### Exercise requirements
Please reproduce all of the data below exactly, leaving each picture out.

### Recorded information
****************************************
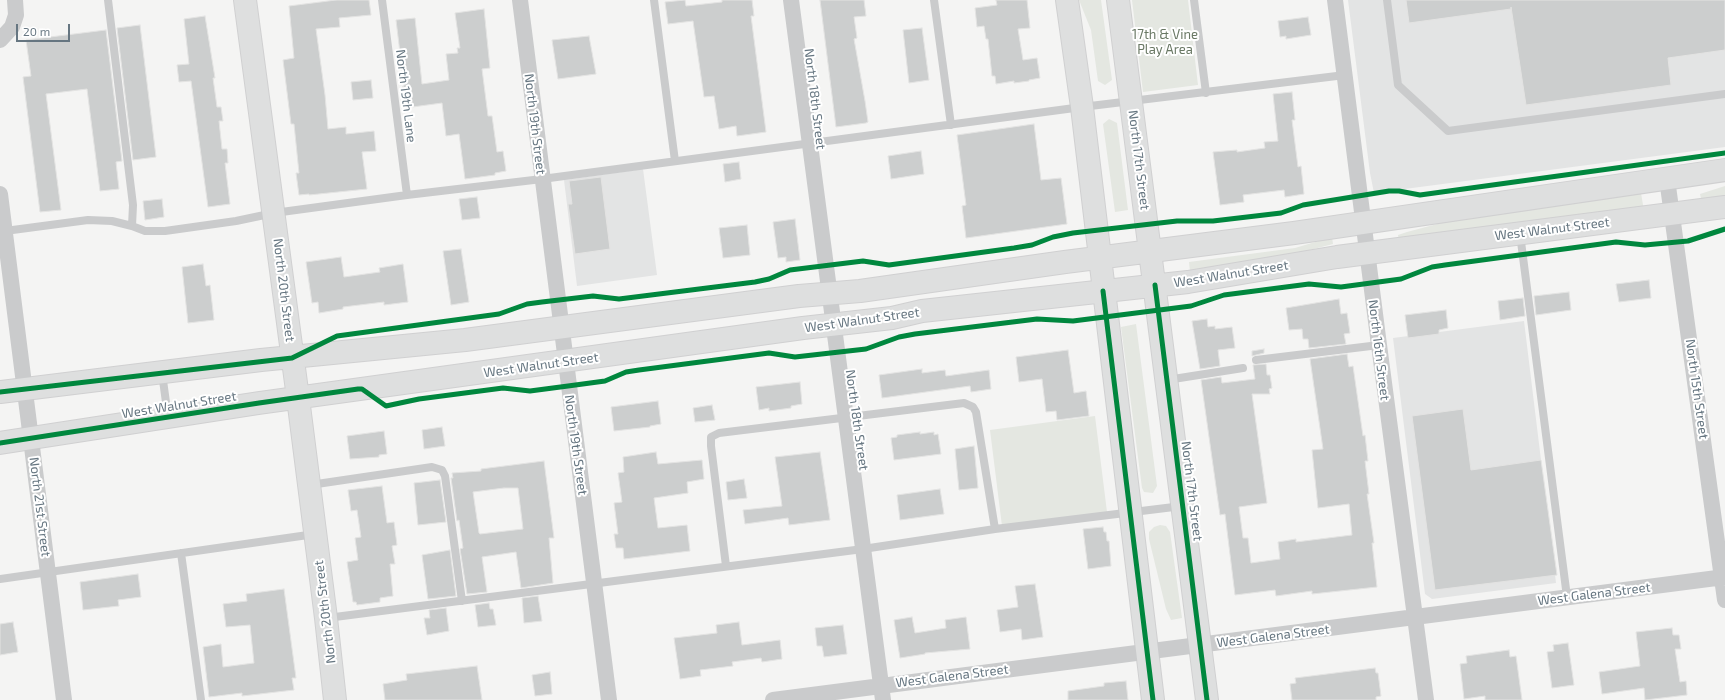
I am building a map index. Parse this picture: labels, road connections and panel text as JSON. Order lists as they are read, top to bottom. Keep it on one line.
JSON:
{"streets":{"main road":["North 17th Street","West Walnut Street","North 20th Street"],"street":["North 18th Street","North 19th Street","North 16th Street","North 15th Street","North 21st Street","West Galena Street"],"lane":["North 19th Lane"]},"crossings":[["North 18th Street","West Walnut Street"],["North 18th Street","West Galena Street"],["North 19th Street","West Walnut Street"],["North 17th Street","West Walnut Street"],["North 17th Street","West Galena Street"],["West Walnut Street","North 20th Street"],["West Walnut Street","North 16th Street"],["West Walnut Street","North 15th Street"],["West Walnut Street","North 21st Street"],["North 16th Street","West Galena Street"],["North 15th Street","West Galena Street"]],"parks":["17th & Vine Play Area"],"scale_bar":"20 m"}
****************************************
### Answer box
I am building a map index. Parse this picture: labels, road connections and panel text as JSON. Order lists as they are read, top to bottom. Keep it on one line.
JSON:
{"streets":{"main road":["North 17th Street","West Walnut Street","North 20th Street"],"street":["North 18th Street","North 19th Street","North 16th Street","North 15th Street","North 21st Street","West Galena Street"],"lane":["North 19th Lane"]},"crossings":[["North 18th Street","West Walnut Street"],["North 18th Street","West Galena Street"],["North 19th Street","West Walnut Street"],["North 17th Street","West Walnut Street"],["North 17th Street","West Galena Street"],["West Walnut Street","North 20th Street"],["West Walnut Street","North 16th Street"],["West Walnut Street","North 15th Street"],["West Walnut Street","North 21st Street"],["North 16th Street","West Galena Street"],["North 15th Street","West Galena Street"]],"parks":["17th & Vine Play Area"],"scale_bar":"20 m"}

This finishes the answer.